*** Block opens ***
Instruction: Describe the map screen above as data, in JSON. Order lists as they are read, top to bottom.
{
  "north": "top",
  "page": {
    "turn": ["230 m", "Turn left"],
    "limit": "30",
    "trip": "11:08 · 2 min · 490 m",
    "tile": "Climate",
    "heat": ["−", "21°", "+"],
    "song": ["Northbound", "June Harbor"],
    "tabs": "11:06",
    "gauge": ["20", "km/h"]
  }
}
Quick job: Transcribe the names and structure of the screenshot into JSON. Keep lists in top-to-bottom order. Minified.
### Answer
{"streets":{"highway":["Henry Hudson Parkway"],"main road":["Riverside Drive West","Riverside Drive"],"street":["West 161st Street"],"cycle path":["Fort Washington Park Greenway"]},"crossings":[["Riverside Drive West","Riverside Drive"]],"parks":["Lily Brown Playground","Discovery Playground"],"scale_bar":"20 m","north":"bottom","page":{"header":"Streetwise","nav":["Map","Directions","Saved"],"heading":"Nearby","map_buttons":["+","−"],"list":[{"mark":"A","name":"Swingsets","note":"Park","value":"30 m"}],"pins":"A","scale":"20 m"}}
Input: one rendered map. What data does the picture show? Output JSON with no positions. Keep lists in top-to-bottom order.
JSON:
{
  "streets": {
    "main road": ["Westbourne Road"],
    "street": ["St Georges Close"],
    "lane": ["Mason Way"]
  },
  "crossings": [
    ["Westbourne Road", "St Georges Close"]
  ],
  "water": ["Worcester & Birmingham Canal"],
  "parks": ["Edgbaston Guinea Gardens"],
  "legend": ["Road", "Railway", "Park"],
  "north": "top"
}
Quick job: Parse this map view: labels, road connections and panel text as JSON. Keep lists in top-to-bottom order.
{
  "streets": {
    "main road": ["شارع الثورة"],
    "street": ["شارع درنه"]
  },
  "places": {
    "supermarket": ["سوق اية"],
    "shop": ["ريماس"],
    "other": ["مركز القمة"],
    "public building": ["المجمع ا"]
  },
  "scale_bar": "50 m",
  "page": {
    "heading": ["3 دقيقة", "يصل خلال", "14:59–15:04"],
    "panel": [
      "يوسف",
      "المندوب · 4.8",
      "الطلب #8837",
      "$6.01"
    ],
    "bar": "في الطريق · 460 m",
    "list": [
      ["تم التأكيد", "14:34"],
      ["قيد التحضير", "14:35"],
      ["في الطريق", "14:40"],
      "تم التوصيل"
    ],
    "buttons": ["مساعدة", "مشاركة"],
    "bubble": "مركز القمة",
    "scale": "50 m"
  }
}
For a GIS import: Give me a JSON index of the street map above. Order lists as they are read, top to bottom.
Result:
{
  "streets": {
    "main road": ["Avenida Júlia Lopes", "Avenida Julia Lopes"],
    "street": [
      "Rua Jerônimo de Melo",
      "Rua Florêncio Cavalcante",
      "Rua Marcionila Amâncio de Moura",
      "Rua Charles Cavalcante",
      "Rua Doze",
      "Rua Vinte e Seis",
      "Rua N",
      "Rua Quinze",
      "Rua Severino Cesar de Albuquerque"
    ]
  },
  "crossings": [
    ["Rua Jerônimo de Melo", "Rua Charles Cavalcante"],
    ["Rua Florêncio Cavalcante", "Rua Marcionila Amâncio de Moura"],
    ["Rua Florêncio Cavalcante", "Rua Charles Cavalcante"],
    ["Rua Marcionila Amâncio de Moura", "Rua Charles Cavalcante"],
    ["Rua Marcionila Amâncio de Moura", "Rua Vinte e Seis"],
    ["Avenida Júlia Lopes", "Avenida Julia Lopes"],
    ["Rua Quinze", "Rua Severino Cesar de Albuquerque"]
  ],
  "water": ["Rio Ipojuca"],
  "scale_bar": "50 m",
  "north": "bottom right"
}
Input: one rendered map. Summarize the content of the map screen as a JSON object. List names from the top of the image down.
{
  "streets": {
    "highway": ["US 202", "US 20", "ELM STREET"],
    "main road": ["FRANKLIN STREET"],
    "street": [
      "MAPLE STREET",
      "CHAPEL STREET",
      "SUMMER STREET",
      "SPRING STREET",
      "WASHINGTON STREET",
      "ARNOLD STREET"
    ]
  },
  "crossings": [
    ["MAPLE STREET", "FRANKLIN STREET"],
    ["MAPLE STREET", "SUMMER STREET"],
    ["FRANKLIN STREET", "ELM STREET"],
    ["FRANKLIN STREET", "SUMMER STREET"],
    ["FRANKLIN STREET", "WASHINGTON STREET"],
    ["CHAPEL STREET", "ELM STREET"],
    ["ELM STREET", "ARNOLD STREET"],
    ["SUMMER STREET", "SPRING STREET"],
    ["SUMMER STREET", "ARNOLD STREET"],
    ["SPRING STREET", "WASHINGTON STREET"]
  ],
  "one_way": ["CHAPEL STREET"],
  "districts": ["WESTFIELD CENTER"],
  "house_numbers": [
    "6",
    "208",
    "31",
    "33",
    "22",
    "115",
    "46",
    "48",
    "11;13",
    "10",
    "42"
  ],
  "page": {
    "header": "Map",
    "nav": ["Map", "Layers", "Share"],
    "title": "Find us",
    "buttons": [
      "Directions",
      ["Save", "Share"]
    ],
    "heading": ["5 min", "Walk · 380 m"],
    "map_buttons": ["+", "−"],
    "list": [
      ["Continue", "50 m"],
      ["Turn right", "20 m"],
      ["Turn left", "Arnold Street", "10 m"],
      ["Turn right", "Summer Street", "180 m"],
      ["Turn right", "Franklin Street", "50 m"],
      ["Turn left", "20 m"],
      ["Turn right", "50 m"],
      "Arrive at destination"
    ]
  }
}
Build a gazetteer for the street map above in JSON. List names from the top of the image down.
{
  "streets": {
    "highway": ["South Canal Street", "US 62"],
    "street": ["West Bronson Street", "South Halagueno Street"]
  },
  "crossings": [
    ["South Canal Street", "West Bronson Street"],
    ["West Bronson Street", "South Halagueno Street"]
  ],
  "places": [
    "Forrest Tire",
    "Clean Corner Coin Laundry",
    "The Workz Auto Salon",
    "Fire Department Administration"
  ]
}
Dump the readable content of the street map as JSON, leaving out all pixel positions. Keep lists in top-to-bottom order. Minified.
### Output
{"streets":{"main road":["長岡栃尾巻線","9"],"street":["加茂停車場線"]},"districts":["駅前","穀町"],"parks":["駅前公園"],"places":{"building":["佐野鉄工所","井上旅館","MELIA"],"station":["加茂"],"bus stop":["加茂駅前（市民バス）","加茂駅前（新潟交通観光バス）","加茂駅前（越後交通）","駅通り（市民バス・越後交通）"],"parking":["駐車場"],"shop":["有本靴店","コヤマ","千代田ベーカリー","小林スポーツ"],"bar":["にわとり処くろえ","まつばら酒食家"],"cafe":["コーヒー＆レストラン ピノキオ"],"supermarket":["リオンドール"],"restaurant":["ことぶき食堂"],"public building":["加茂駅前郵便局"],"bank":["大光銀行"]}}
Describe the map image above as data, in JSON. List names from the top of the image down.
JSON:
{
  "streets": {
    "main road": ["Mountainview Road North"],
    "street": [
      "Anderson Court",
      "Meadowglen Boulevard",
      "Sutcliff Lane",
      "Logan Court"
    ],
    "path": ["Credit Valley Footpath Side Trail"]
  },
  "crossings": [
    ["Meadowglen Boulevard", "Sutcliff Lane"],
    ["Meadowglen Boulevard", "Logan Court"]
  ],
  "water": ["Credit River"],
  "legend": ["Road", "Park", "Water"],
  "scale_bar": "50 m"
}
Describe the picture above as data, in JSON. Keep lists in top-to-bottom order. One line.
*** Block closes ***
**ABOUT THIS EXERCISE**
Once you have read the listing, copy it out exactly.

**RESPONSE BOX**
Instruction: Describe the map screen above as data, in JSON. Order lists as they are read, top to bottom.
{
  "north": "top",
  "page": {
    "turn": ["230 m", "Turn left"],
    "limit": "30",
    "trip": "11:08 · 2 min · 490 m",
    "tile": "Climate",
    "heat": ["−", "21°", "+"],
    "song": ["Northbound", "June Harbor"],
    "tabs": "11:06",
    "gauge": ["20", "km/h"]
  }
}
Quick job: Transcribe the names and structure of the screenshot into JSON. Keep lists in top-to-bottom order. Minified.
### Answer
{"streets":{"highway":["Henry Hudson Parkway"],"main road":["Riverside Drive West","Riverside Drive"],"street":["West 161st Street"],"cycle path":["Fort Washington Park Greenway"]},"crossings":[["Riverside Drive West","Riverside Drive"]],"parks":["Lily Brown Playground","Discovery Playground"],"scale_bar":"20 m","north":"bottom","page":{"header":"Streetwise","nav":["Map","Directions","Saved"],"heading":"Nearby","map_buttons":["+","−"],"list":[{"mark":"A","name":"Swingsets","note":"Park","value":"30 m"}],"pins":"A","scale":"20 m"}}
Input: one rendered map. What data does the picture show? Output JSON with no positions. Keep lists in top-to-bottom order.
JSON:
{
  "streets": {
    "main road": ["Westbourne Road"],
    "street": ["St Georges Close"],
    "lane": ["Mason Way"]
  },
  "crossings": [
    ["Westbourne Road", "St Georges Close"]
  ],
  "water": ["Worcester & Birmingham Canal"],
  "parks": ["Edgbaston Guinea Gardens"],
  "legend": ["Road", "Railway", "Park"],
  "north": "top"
}
Quick job: Parse this map view: labels, road connections and panel text as JSON. Keep lists in top-to-bottom order.
{
  "streets": {
    "main road": ["شارع الثورة"],
    "street": ["شارع درنه"]
  },
  "places": {
    "supermarket": ["سوق اية"],
    "shop": ["ريماس"],
    "other": ["مركز القمة"],
    "public building": ["المجمع ا"]
  },
  "scale_bar": "50 m",
  "page": {
    "heading": ["3 دقيقة", "يصل خلال", "14:59–15:04"],
    "panel": [
      "يوسف",
      "المندوب · 4.8",
      "الطلب #8837",
      "$6.01"
    ],
    "bar": "في الطريق · 460 m",
    "list": [
      ["تم التأكيد", "14:34"],
      ["قيد التحضير", "14:35"],
      ["في الطريق", "14:40"],
      "تم التوصيل"
    ],
    "buttons": ["مساعدة", "مشاركة"],
    "bubble": "مركز القمة",
    "scale": "50 m"
  }
}
For a GIS import: Give me a JSON index of the street map above. Order lists as they are read, top to bottom.
Result:
{
  "streets": {
    "main road": ["Avenida Júlia Lopes", "Avenida Julia Lopes"],
    "street": [
      "Rua Jerônimo de Melo",
      "Rua Florêncio Cavalcante",
      "Rua Marcionila Amâncio de Moura",
      "Rua Charles Cavalcante",
      "Rua Doze",
      "Rua Vinte e Seis",
      "Rua N",
      "Rua Quinze",
      "Rua Severino Cesar de Albuquerque"
    ]
  },
  "crossings": [
    ["Rua Jerônimo de Melo", "Rua Charles Cavalcante"],
    ["Rua Florêncio Cavalcante", "Rua Marcionila Amâncio de Moura"],
    ["Rua Florêncio Cavalcante", "Rua Charles Cavalcante"],
    ["Rua Marcionila Amâncio de Moura", "Rua Charles Cavalcante"],
    ["Rua Marcionila Amâncio de Moura", "Rua Vinte e Seis"],
    ["Avenida Júlia Lopes", "Avenida Julia Lopes"],
    ["Rua Quinze", "Rua Severino Cesar de Albuquerque"]
  ],
  "water": ["Rio Ipojuca"],
  "scale_bar": "50 m",
  "north": "bottom right"
}
Input: one rendered map. Summarize the content of the map screen as a JSON object. List names from the top of the image down.
{
  "streets": {
    "highway": ["US 202", "US 20", "ELM STREET"],
    "main road": ["FRANKLIN STREET"],
    "street": [
      "MAPLE STREET",
      "CHAPEL STREET",
      "SUMMER STREET",
      "SPRING STREET",
      "WASHINGTON STREET",
      "ARNOLD STREET"
    ]
  },
  "crossings": [
    ["MAPLE STREET", "FRANKLIN STREET"],
    ["MAPLE STREET", "SUMMER STREET"],
    ["FRANKLIN STREET", "ELM STREET"],
    ["FRANKLIN STREET", "SUMMER STREET"],
    ["FRANKLIN STREET", "WASHINGTON STREET"],
    ["CHAPEL STREET", "ELM STREET"],
    ["ELM STREET", "ARNOLD STREET"],
    ["SUMMER STREET", "SPRING STREET"],
    ["SUMMER STREET", "ARNOLD STREET"],
    ["SPRING STREET", "WASHINGTON STREET"]
  ],
  "one_way": ["CHAPEL STREET"],
  "districts": ["WESTFIELD CENTER"],
  "house_numbers": [
    "6",
    "208",
    "31",
    "33",
    "22",
    "115",
    "46",
    "48",
    "11;13",
    "10",
    "42"
  ],
  "page": {
    "header": "Map",
    "nav": ["Map", "Layers", "Share"],
    "title": "Find us",
    "buttons": [
      "Directions",
      ["Save", "Share"]
    ],
    "heading": ["5 min", "Walk · 380 m"],
    "map_buttons": ["+", "−"],
    "list": [
      ["Continue", "50 m"],
      ["Turn right", "20 m"],
      ["Turn left", "Arnold Street", "10 m"],
      ["Turn right", "Summer Street", "180 m"],
      ["Turn right", "Franklin Street", "50 m"],
      ["Turn left", "20 m"],
      ["Turn right", "50 m"],
      "Arrive at destination"
    ]
  }
}
Build a gazetteer for the street map above in JSON. List names from the top of the image down.
{
  "streets": {
    "highway": ["South Canal Street", "US 62"],
    "street": ["West Bronson Street", "South Halagueno Street"]
  },
  "crossings": [
    ["South Canal Street", "West Bronson Street"],
    ["West Bronson Street", "South Halagueno Street"]
  ],
  "places": [
    "Forrest Tire",
    "Clean Corner Coin Laundry",
    "The Workz Auto Salon",
    "Fire Department Administration"
  ]
}
Dump the readable content of the street map as JSON, leaving out all pixel positions. Keep lists in top-to-bottom order. Minified.
### Output
{"streets":{"main road":["長岡栃尾巻線","9"],"street":["加茂停車場線"]},"districts":["駅前","穀町"],"parks":["駅前公園"],"places":{"building":["佐野鉄工所","井上旅館","MELIA"],"station":["加茂"],"bus stop":["加茂駅前（市民バス）","加茂駅前（新潟交通観光バス）","加茂駅前（越後交通）","駅通り（市民バス・越後交通）"],"parking":["駐車場"],"shop":["有本靴店","コヤマ","千代田ベーカリー","小林スポーツ"],"bar":["にわとり処くろえ","まつばら酒食家"],"cafe":["コーヒー＆レストラン ピノキオ"],"supermarket":["リオンドール"],"restaurant":["ことぶき食堂"],"public building":["加茂駅前郵便局"],"bank":["大光銀行"]}}
Describe the map image above as data, in JSON. List names from the top of the image down.
JSON:
{
  "streets": {
    "main road": ["Mountainview Road North"],
    "street": [
      "Anderson Court",
      "Meadowglen Boulevard",
      "Sutcliff Lane",
      "Logan Court"
    ],
    "path": ["Credit Valley Footpath Side Trail"]
  },
  "crossings": [
    ["Meadowglen Boulevard", "Sutcliff Lane"],
    ["Meadowglen Boulevard", "Logan Court"]
  ],
  "water": ["Credit River"],
  "legend": ["Road", "Park", "Water"],
  "scale_bar": "50 m"
}
Describe the picture above as data, in JSON. Keep lists in top-to-bottom order. One line.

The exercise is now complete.